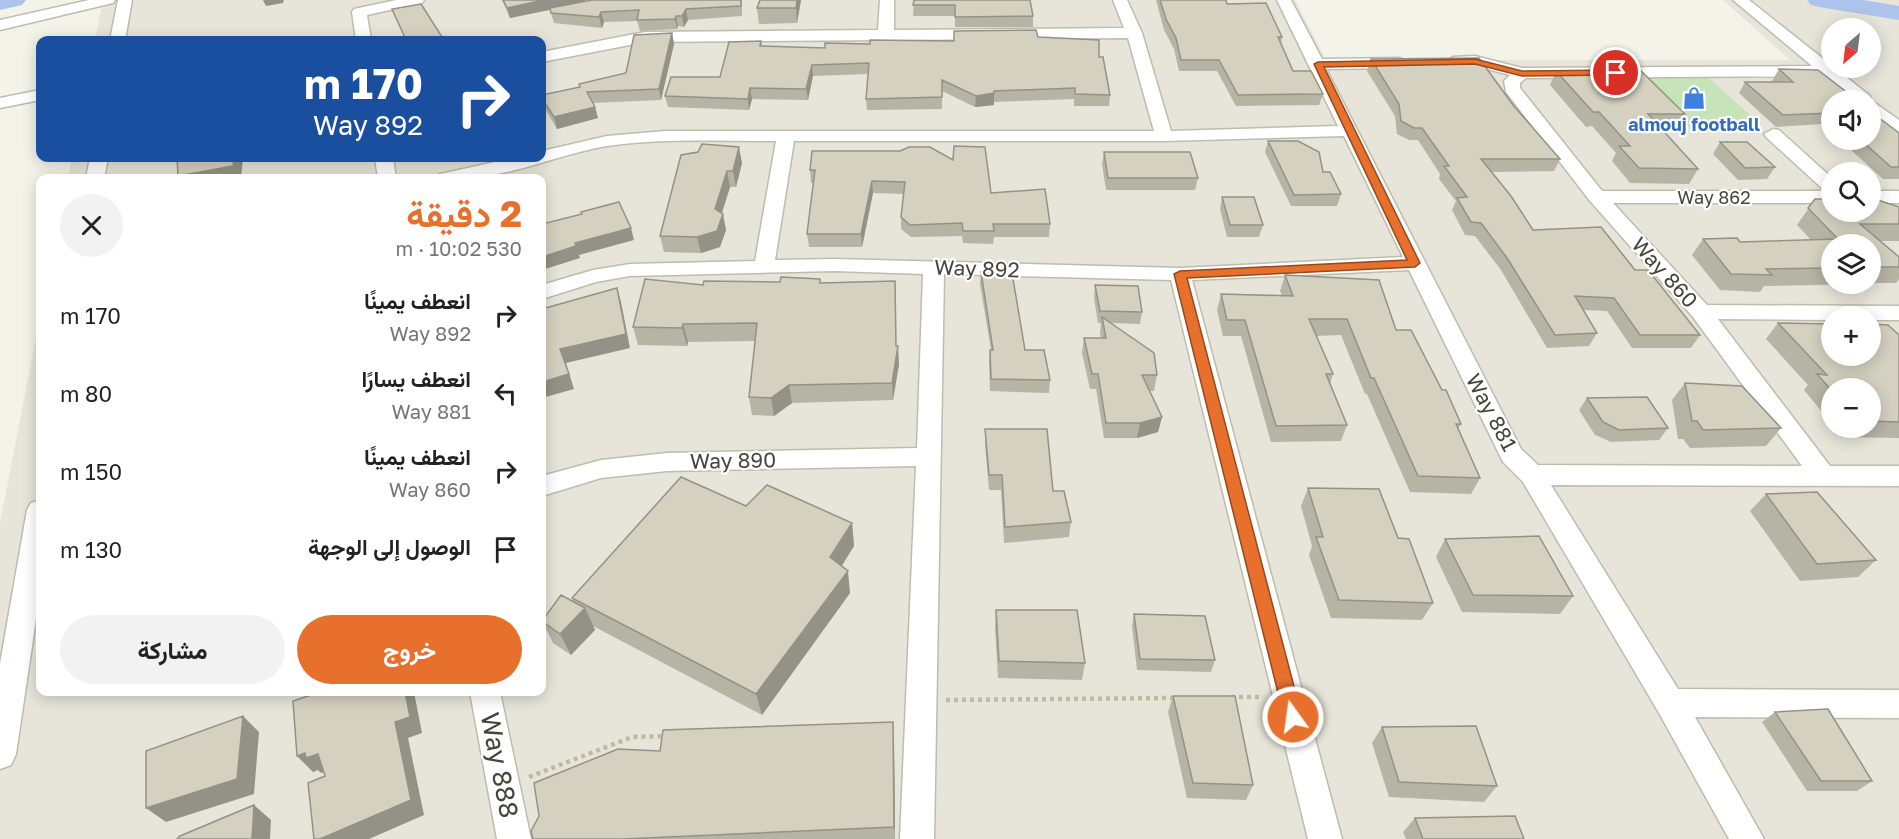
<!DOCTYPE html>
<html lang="ar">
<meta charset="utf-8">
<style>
body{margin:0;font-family:"Golos Text",Vazirmatn,sans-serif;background:#f2f2f2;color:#222;direction:rtl;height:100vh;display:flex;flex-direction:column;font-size:22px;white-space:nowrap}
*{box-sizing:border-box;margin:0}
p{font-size:20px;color:#767676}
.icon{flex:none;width:33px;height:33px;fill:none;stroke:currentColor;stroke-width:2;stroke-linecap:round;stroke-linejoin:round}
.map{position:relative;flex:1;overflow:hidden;direction:ltr}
.side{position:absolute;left:36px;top:174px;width:510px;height:522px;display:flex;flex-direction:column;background:#fff;border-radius:12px;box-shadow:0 3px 15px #0003;direction:rtl}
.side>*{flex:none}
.top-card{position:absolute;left:36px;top:36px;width:510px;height:126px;border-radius:12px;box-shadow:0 3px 15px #0003;direction:rtl;background:#1a4fa0;color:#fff;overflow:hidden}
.needle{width:39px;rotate:208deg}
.controls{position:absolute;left:1821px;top:18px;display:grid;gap:12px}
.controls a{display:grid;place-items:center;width:60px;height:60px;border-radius:50%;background:#fff;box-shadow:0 3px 15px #0003;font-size:30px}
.pin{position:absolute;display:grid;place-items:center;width:51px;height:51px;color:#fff;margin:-26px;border:3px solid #fff;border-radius:50%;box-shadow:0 2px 6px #0007}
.me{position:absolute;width:66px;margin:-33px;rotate:346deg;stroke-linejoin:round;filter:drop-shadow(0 0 4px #0008)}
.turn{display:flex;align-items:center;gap:21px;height:126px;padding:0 24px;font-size:27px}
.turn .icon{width:78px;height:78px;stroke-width:2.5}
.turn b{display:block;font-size:42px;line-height:51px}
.round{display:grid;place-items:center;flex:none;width:63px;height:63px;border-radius:32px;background:#f2f2f2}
.overview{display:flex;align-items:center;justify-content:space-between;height:102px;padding:0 24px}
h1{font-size:36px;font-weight:700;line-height:45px;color:#e7702d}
.action{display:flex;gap:12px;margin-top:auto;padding:12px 24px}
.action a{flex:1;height:69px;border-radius:36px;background:#e7702d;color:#fff;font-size:24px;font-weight:700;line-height:69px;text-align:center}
.action a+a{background:#f2f2f2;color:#222}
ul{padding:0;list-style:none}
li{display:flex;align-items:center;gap:18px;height:78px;padding:0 24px}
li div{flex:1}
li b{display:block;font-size:22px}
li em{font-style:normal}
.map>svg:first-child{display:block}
.residential{fill:#e7e5d9;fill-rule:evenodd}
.green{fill:#c6e4b7}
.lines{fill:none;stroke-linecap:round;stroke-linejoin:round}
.river{fill:#acc4eb;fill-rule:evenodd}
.minor-casing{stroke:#bebcad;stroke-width:3}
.path{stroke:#bfbaa0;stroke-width:4.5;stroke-dasharray:4 4;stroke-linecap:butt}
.minor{fill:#fff;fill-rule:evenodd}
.wall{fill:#b6b4a5}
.shaded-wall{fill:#949286}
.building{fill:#d4d1c0;stroke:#949286;stroke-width:1.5}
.route{fill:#e7702d;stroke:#96491d;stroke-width:1.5}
.labels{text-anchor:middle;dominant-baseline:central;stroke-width:4.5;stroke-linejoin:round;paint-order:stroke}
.far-shop-label{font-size:18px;font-weight:bold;fill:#366cbe;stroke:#fff}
.far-street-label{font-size:18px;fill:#474439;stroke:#fff}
.street-label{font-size:21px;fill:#474439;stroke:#fff}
.near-street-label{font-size:26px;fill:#474439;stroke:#fff}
</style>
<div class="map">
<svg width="1899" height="839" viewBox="0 0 1899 839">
<rect width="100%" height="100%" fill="#f4f3ea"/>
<path class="residential" d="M103,0H1295L1326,60H1790L1723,0H1899V839H0V523L40,317V692H542V178H68L72,158H542V40H95ZM1832,28H1870V68H1832ZM1832,100H1870V140H1832ZM1832,172H1870V212H1832ZM1832,244H1870V284H1832ZM1832,316H1870V356H1832ZM1832,388H1870V428H1832Z"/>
<path class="green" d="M1700,70L1761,125L1685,127L1629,72Z"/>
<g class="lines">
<path class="river" d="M0,0H26L22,5L0,10Z
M1807,0H1863L1899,6V20L1819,7L1811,5Z"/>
<g class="minor-casing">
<path id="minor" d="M89,0H115L113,3L0,30V20Z
M118,0H132L125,40H110Z
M396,0H424L422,3L367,15L371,40H356L352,12L354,9Z
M880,0H894V30L1124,28L1113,0H1127L1142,33L1171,131L1338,126L1277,0H1291L1322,59L1400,58L1408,63L1400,68L1326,69L1521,449L1538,465L1802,466L1693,317L1590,201L1506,92L1504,81L1510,75L1475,66L1453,67L1445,62L1453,57L1475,56L1522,68L1812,66L1733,0H1749L1870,96L1872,101L1899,120V134L1893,133L1870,115V100H1854L1824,76L1526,78L1520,83V88L1602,191H1825L1767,138L1764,134L1773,129L1779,130L1832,178V203H1613L1707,305L1899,306V320H1870V316H1832V320L1718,319L1830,466H1899V486L1551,485L1678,689L1899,690V718L1695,717L1764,839H1729L1659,713L1523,482L1503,462L1409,270L1192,280L1342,839H1308L1171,280L944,274L934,839H900L916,466L667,471L601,478L542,496V476L601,460L667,453L917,448L923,274L835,271L630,276L596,282L542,299V285L593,270L630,264L755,261L776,141C720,141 663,138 607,146C552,155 494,185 438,178L440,174L514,158H542V151L607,136L665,131H1154L1128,38L645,42L542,62V52L645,32L878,30ZM1344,136L1403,257L1180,268L835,259L775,260L794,141H1164Z
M40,90V100L0,108V98Z
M90,158H108L104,178H86Z
M375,158H393L396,178H378Z
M1870,191H1899V203H1870Z
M40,500V592L16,754L11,765L0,769V664L27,510L31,503Z
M470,692H500L531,839H497Z"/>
</g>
<path class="path" d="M1231,697H1263
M946,700L1176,698
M529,777L632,737L667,736"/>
<use href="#minor" class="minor"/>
</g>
<path class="wall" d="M502,0H585V1L742,0V16L688,20L684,27L678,26L677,29L640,31L637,21L604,22L602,28L554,23L550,10L510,18Z
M801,0L797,23L759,24L757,8Z
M914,0L1033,16V27H955V16H913Z
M1156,0H1226L1227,4L1282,37L1281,44L1293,71L1323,94L1319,105L1236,106L1217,71H1179L1174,49L1164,30Z
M672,33L674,44L661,100L593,103L595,107L598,118L557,129L544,107L542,100V95L580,87L626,73Z
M1038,37L1099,57L1110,95L1109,106H1074V99L994,102V105L975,107L942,91V109L867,110L866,99L868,74L813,76L808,100L752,99L749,110L668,107L665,96L720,77L761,41L762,46L825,48L870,44L954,41Z
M1371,59L1513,105L1560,159L1554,171L1491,172L1533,230L1635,270L1700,335L1691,348H1632L1607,311L1583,310L1597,333L1589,346L1547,348L1501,270L1475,236L1465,235L1452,210L1456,201L1439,179L1440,174L1418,140H1409L1397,134L1395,116L1367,71Z
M1779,69L1832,100V131L1823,124L1776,127L1739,93L1745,82H1774L1772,81Z
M1556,71L1685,114L1677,129H1662L1698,169L1689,184L1630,183L1612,161L1616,153L1592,126L1586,127L1550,85Z
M1899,133V179H1883L1840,140H1870Z
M1268,141L1323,172L1341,194L1337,206H1291L1265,152Z
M1720,142L1775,167L1767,179L1738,180L1713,154Z
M812,151L991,193L1050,224L1049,237H994L993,244L963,243L962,236L911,237L901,229V217L904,194L873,193L862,247H809L807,234L814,183H811L810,170Z
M1104,152L1198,178L1195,190H1106L1102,164Z
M681,155L742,163L736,187H730L722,213L726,230L720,247L701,253L664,252L660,236Z
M1222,197L1263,225L1259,237H1227L1220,209Z
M1815,199L1899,207V241H1880L1899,257V279L1896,283H1870V244H1832V284H1869L1764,286L1760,292L1720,290L1692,255L1703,239L1740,242L1811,240L1797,225Z
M981,272L1025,350L1050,380L1049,393L990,391L989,362L990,350H991L980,284Z
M1285,275L1396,330L1442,390L1461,424L1458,429L1480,478L1471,494L1410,492L1367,394H1365L1341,335L1316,336L1333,374L1330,383L1347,425L1341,441L1271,442L1241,336H1223L1217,310L1221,294L1282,295L1280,291Z
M895,281L896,346L899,364L893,400L792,403L774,416L752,415L749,397L755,341L688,342L687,346L638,345L633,327L703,285Z
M1095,285L1142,312L1140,324L1110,323L1157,375L1154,391H1149L1162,417L1158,432L1137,438H1104L1096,389H1090L1082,353L1084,338H1101L1100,333L1101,323H1098L1094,298Z
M1778,323L1899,335V438L1842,437L1835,428H1870V388H1832V424L1804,390L1808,385L1766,339Z
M1685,383L1781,428L1766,446L1690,448L1683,439H1678L1672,400Z
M1587,398L1668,428L1659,440L1611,442L1595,435L1579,410Z
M985,429L1053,491L1071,522L1069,537L1004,543L1001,490H989L985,445Z
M1308,488L1398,538L1433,603L1422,620L1331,618L1309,555L1312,546L1301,506Z
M1766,494L1876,560L1858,577L1800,581L1750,511Z
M746,506L852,523L854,546L841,566L850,593L762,715L593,626L595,630L571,655L553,643L542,621L573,602L572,598Z
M1445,539L1573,596L1560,614L1462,612L1436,557Z
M996,610L1085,663L1082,680L998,678L995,627Z
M1134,614L1215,660L1211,672L1137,670L1132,626Z
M1173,696L1253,785L1246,800L1187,798L1168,712Z
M1775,712L1872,781L1857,791H1807L1762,722Z
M1382,727L1497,786L1484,802L1389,797L1372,743Z
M894,741L895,839H533L660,751Z
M1415,818L1524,839H1406L1403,832Z"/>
<path class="shaded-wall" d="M263,0H284L283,3L266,6Z
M544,0H585L586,2L510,18L507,8Z
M797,0H801L797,23L796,8Z
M686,9L688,20L684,27L682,16Z
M601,12L604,22L602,28L599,17Z
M676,16L678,26L677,29L675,19Z
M672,33L674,44L661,100L659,89Z
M812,65L813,76L808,100L806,89Z
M750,88L752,99L749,110L748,99Z
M994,93V105L975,107L976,96Z
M595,107L598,118L557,129L554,117Z
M739,147L742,163L736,187L733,171Z
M234,158H243L241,178H180L178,176Z
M727,171L730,187L718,225L715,209Z
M872,181L873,193L862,247L861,234Z
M723,214L726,230L720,247L701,253L697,237Z
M631,228L634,240L579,255L580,258L542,270V257L575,243Z
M895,281L896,355L898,346L899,364L893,400L892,383Z
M617,288L621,302L630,348L566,363L574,389L542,398V382L560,349Z
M683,324L688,342L687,346L682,328Z
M789,385L792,403L774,416L771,398Z
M1162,417L1158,432L1137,438L1140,423Z
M852,523L854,546L833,580L830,557Z
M848,571L850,593L762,715L756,694Z
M585,608L595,630L571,655L560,634Z
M405,692H414L422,733L408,738L424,815L369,839H320L395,722Z
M243,716L259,732L254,794L166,822L146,808Z
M893,722L894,741L895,839L894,827Z
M305,753L318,754L332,770L321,773L318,770L313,772L297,756Z
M254,805L271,820L270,839H252Z"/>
<path class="building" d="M503,0H544L507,8Z
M592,0H741V6L686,9L682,16H676L675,19L637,20L639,10L601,12L599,17L551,13L550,8Z
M760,0H797L796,8H757Z
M914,0H1030L1033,16L955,17V5H913Z
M1160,0H1226L1227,4L1266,3L1282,37H1278L1293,71H1311L1323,94L1238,95L1219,60H1181L1176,38L1166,19Z
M421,4L444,40H406L392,9Z
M1036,30L1038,37L1099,40V57H1103L1110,95L1075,94V88L994,91V93L976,96L942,80V97L866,99L869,63L812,65L806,89L750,88L748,99L665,96L671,77H720L729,42L761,41L760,46L825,48V43L870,44V40L954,41V31Z
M672,33L659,89L587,92L595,107L554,117L542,98V95L580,87L579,84L626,73L634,35Z
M1479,58L1513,105L1560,159H1481L1511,196L1533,230L1601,227L1635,270H1648L1700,335H1640L1614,298L1575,296L1597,333L1555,335L1507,258L1481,223L1471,222L1457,198L1467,197L1444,166H1449L1422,128H1414L1401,121L1399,104L1371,59Z
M1779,69L1818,70L1857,100H1832V113L1783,115L1745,82H1793Z
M1556,71H1641L1685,114H1648L1698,169L1639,168L1619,146H1630L1599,112H1593Z
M1870,111L1899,133V167H1891L1861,140H1870Z
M1268,141H1298L1319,152L1323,172H1330L1341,194L1294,195Z
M1720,142H1747L1775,167L1745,168Z
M702,144L739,147L733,171H727L715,209L723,214L717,231L697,237L660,236L681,155L698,152Z
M954,146L985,147L991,193L1045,189L1050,224H993L994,231H963L962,223L910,225L901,217L905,182L872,181L861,234H807L815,170H810L812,151H900L909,147H930L953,160Z
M1104,152H1190L1198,178H1108Z
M177,158H234L233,166L178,176Z
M1222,197H1254L1263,225H1230Z
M1815,199H1832V212H1870V199H1875L1899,207V224H1860L1899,257V267H1870V244H1832V268L1766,269L1772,275L1731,274L1703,239L1737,238L1740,242L1838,239L1808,208Z
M619,202L631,228L575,243L576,246L542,257V224L582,214L581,212Z
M981,272L1012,273L1025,350H1044L1050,380L991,379L990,350H993Z
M1285,275L1379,280L1396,330H1411L1442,390H1446L1461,424H1456L1480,478L1418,476L1374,378H1371L1347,319H1309L1333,374H1326L1347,425L1276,426L1245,320H1227L1221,294L1293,296Z
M781,277L820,279V283L895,281L896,346H898L892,383L789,385L771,398L749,397L757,323L683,324L682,328L633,327L645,279L703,285L704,281L780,282Z
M1095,285L1138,286L1142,312L1100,311Z
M617,288L626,334L560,349L569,374L542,382V307V309Z
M1102,317L1154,353L1157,375H1142L1162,417L1140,423H1106L1098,374H1092L1084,338H1106Z
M1778,323L1832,324V356H1870V324L1888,325L1899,335V422L1870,421V388H1832V391L1817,374L1827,375Z
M1685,383L1742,386L1781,428L1703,430L1697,421H1692Z
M1647,397L1668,428L1619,430L1603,422L1587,398Z
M985,429H1047L1053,491H1064L1071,522L1005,527L1002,475H989Z
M681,477L746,506L767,485L852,523L830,557L848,571L756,694L572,598Z
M1308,488L1379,489L1398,538L1409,539L1433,603L1339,600L1316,537H1323Z
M1817,492L1876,560L1817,564L1766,494Z
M1539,536L1573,596L1473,595L1445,539Z
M561,595L585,608L560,634L542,621Z
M996,610H1077L1085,663L999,661Z
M1134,614L1205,616L1215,660L1140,659Z
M320,692H405L410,717L395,722L411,800L320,839H314L308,783L325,776L318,754L306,758L305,753L297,756L293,701Z
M1173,696H1235L1253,785L1193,783Z
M1828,709L1872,781H1821L1775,712Z
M243,716L237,779L146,808V751Z
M893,722L894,827L623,839H533L531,831L539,816L534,783L618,749L660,751L663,730Z
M1476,726L1497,786L1399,782L1382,727Z
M254,805L252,839H177L180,836Z
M1515,816L1524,839H1423L1415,818Z"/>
<path class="route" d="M1475,59L1522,71L1616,70L1620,73L1616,75L1522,76L1475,64L1324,67L1420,263L1415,267L1187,278L1302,717L1299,722L1293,725L1287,722L1284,717L1174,274L1180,271L1407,260L1314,64L1318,62Z"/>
<defs>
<g id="shop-bare" transform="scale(1.8)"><path d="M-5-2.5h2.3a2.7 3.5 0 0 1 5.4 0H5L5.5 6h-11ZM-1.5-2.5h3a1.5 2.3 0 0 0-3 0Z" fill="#3f7fe0" stroke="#fff" stroke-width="2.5" paint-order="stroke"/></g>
</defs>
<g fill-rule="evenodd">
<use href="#shop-bare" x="1694" y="98"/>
</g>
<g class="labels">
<g class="far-shop-label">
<text x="1694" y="124">almouj football</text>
</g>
<g class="far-street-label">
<text x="1714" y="197">Way 862</text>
</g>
<g class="street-label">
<text transform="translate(977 268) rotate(2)">Way 892</text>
<text transform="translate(1665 272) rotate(48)">Way 860</text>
<text transform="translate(1492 412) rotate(62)">Way 881</text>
<text transform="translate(733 460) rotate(-1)">Way 890</text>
</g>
<g class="near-street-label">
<text transform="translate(500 765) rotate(79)">Way 888</text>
</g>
</g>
</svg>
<div class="controls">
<a><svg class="needle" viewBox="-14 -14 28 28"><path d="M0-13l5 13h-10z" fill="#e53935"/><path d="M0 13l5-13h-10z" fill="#767676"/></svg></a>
<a><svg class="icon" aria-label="sound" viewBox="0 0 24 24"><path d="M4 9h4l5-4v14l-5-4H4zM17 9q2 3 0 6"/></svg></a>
<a><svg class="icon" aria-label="search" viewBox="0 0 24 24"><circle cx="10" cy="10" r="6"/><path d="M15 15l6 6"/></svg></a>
<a><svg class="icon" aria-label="layers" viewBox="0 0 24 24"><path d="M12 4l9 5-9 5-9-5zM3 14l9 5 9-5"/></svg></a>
<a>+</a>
<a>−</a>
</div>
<div class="pin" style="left:1616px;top:73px;background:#d93025"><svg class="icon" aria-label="arrive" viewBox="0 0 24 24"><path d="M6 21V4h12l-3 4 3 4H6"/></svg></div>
<svg class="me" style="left:1293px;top:717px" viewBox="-20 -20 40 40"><circle r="17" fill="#e7702d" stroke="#fff" stroke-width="3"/><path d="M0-11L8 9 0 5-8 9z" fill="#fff"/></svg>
<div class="top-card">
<div class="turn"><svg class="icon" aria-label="right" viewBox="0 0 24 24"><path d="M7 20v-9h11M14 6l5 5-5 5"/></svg><div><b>170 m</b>Way 892</div></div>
</div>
<section class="side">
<div class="overview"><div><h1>2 دقيقة</h1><p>530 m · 10:02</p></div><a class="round"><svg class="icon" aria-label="close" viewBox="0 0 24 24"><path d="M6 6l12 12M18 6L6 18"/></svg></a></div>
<ul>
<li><svg class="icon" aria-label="right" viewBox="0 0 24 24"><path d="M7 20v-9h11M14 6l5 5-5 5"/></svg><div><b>انعطف يمينًا</b><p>Way 892</p></div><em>170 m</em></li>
<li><svg class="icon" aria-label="left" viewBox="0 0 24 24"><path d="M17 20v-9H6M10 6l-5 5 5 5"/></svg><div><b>انعطف يسارًا</b><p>Way 881</p></div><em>80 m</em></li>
<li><svg class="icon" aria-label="right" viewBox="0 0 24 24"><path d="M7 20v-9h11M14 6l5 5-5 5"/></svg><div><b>انعطف يمينًا</b><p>Way 860</p></div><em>150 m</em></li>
<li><svg class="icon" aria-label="arrive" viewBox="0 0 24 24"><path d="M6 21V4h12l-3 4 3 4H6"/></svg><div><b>الوصول إلى الوجهة</b></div><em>130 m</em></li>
</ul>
<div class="action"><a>خروج</a><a>مشاركة</a></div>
</section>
</div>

[ABOUT THIS EXERCISE] For this exercise, copy every line of the data that holds "controls".

[RESULT FOR THIS TASK]
.controls{position:absolute;left:1821px;top:18px;display:grid;gap:12px}
.controls a{display:grid;place-items:center;width:60px;height:60px;border-radius:50%;background:#fff;box-shadow:0 3px 15px #0003;font-size:30px}
<div class="controls">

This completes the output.